### TASK
Write the records out once more. Leave each line exactly as given.

=-=-=-=-=

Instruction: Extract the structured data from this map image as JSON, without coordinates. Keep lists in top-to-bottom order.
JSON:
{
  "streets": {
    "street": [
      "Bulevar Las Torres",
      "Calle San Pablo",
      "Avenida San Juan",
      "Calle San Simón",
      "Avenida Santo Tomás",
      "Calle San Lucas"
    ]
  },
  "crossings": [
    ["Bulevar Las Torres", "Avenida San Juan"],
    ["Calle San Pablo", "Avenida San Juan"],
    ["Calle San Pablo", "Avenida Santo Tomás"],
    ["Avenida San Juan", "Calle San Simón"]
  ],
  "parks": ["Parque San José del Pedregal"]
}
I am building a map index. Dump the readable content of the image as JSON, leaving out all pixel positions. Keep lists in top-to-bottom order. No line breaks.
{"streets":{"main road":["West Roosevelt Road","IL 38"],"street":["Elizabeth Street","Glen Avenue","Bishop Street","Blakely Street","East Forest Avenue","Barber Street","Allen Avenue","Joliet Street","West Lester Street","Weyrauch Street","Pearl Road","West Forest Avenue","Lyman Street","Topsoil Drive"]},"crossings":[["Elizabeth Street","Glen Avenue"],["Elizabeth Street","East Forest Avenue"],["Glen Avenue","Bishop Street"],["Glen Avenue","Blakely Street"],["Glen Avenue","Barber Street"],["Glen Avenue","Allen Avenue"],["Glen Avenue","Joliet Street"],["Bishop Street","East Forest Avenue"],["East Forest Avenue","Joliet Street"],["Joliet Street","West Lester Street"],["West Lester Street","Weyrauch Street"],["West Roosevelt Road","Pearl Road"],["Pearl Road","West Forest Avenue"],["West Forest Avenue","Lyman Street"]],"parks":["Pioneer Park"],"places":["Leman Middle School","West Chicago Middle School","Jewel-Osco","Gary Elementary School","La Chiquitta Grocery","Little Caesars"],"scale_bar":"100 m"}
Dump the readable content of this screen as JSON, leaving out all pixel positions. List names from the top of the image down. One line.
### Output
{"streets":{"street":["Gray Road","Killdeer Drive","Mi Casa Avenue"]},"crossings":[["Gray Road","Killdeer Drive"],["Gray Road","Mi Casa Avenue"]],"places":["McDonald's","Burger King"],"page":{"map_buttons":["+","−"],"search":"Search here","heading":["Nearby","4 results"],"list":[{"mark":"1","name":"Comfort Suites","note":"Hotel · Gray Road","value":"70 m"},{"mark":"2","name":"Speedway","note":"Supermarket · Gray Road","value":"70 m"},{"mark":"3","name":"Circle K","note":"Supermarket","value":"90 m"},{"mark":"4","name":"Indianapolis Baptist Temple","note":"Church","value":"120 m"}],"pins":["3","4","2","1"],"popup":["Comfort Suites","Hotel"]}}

=-=-=-=-=

### WRITTEN REPLY
Instruction: Extract the structured data from this map image as JSON, without coordinates. Keep lists in top-to-bottom order.
JSON:
{
  "streets": {
    "street": [
      "Bulevar Las Torres",
      "Calle San Pablo",
      "Avenida San Juan",
      "Calle San Simón",
      "Avenida Santo Tomás",
      "Calle San Lucas"
    ]
  },
  "crossings": [
    ["Bulevar Las Torres", "Avenida San Juan"],
    ["Calle San Pablo", "Avenida San Juan"],
    ["Calle San Pablo", "Avenida Santo Tomás"],
    ["Avenida San Juan", "Calle San Simón"]
  ],
  "parks": ["Parque San José del Pedregal"]
}
I am building a map index. Dump the readable content of the image as JSON, leaving out all pixel positions. Keep lists in top-to-bottom order. No line breaks.
{"streets":{"main road":["West Roosevelt Road","IL 38"],"street":["Elizabeth Street","Glen Avenue","Bishop Street","Blakely Street","East Forest Avenue","Barber Street","Allen Avenue","Joliet Street","West Lester Street","Weyrauch Street","Pearl Road","West Forest Avenue","Lyman Street","Topsoil Drive"]},"crossings":[["Elizabeth Street","Glen Avenue"],["Elizabeth Street","East Forest Avenue"],["Glen Avenue","Bishop Street"],["Glen Avenue","Blakely Street"],["Glen Avenue","Barber Street"],["Glen Avenue","Allen Avenue"],["Glen Avenue","Joliet Street"],["Bishop Street","East Forest Avenue"],["East Forest Avenue","Joliet Street"],["Joliet Street","West Lester Street"],["West Lester Street","Weyrauch Street"],["West Roosevelt Road","Pearl Road"],["Pearl Road","West Forest Avenue"],["West Forest Avenue","Lyman Street"]],"parks":["Pioneer Park"],"places":["Leman Middle School","West Chicago Middle School","Jewel-Osco","Gary Elementary School","La Chiquitta Grocery","Little Caesars"],"scale_bar":"100 m"}
Dump the readable content of this screen as JSON, leaving out all pixel positions. List names from the top of the image down. One line.
### Output
{"streets":{"street":["Gray Road","Killdeer Drive","Mi Casa Avenue"]},"crossings":[["Gray Road","Killdeer Drive"],["Gray Road","Mi Casa Avenue"]],"places":["McDonald's","Burger King"],"page":{"map_buttons":["+","−"],"search":"Search here","heading":["Nearby","4 results"],"list":[{"mark":"1","name":"Comfort Suites","note":"Hotel · Gray Road","value":"70 m"},{"mark":"2","name":"Speedway","note":"Supermarket · Gray Road","value":"70 m"},{"mark":"3","name":"Circle K","note":"Supermarket","value":"90 m"},{"mark":"4","name":"Indianapolis Baptist Temple","note":"Church","value":"120 m"}],"pins":["3","4","2","1"],"popup":["Comfort Suites","Hotel"]}}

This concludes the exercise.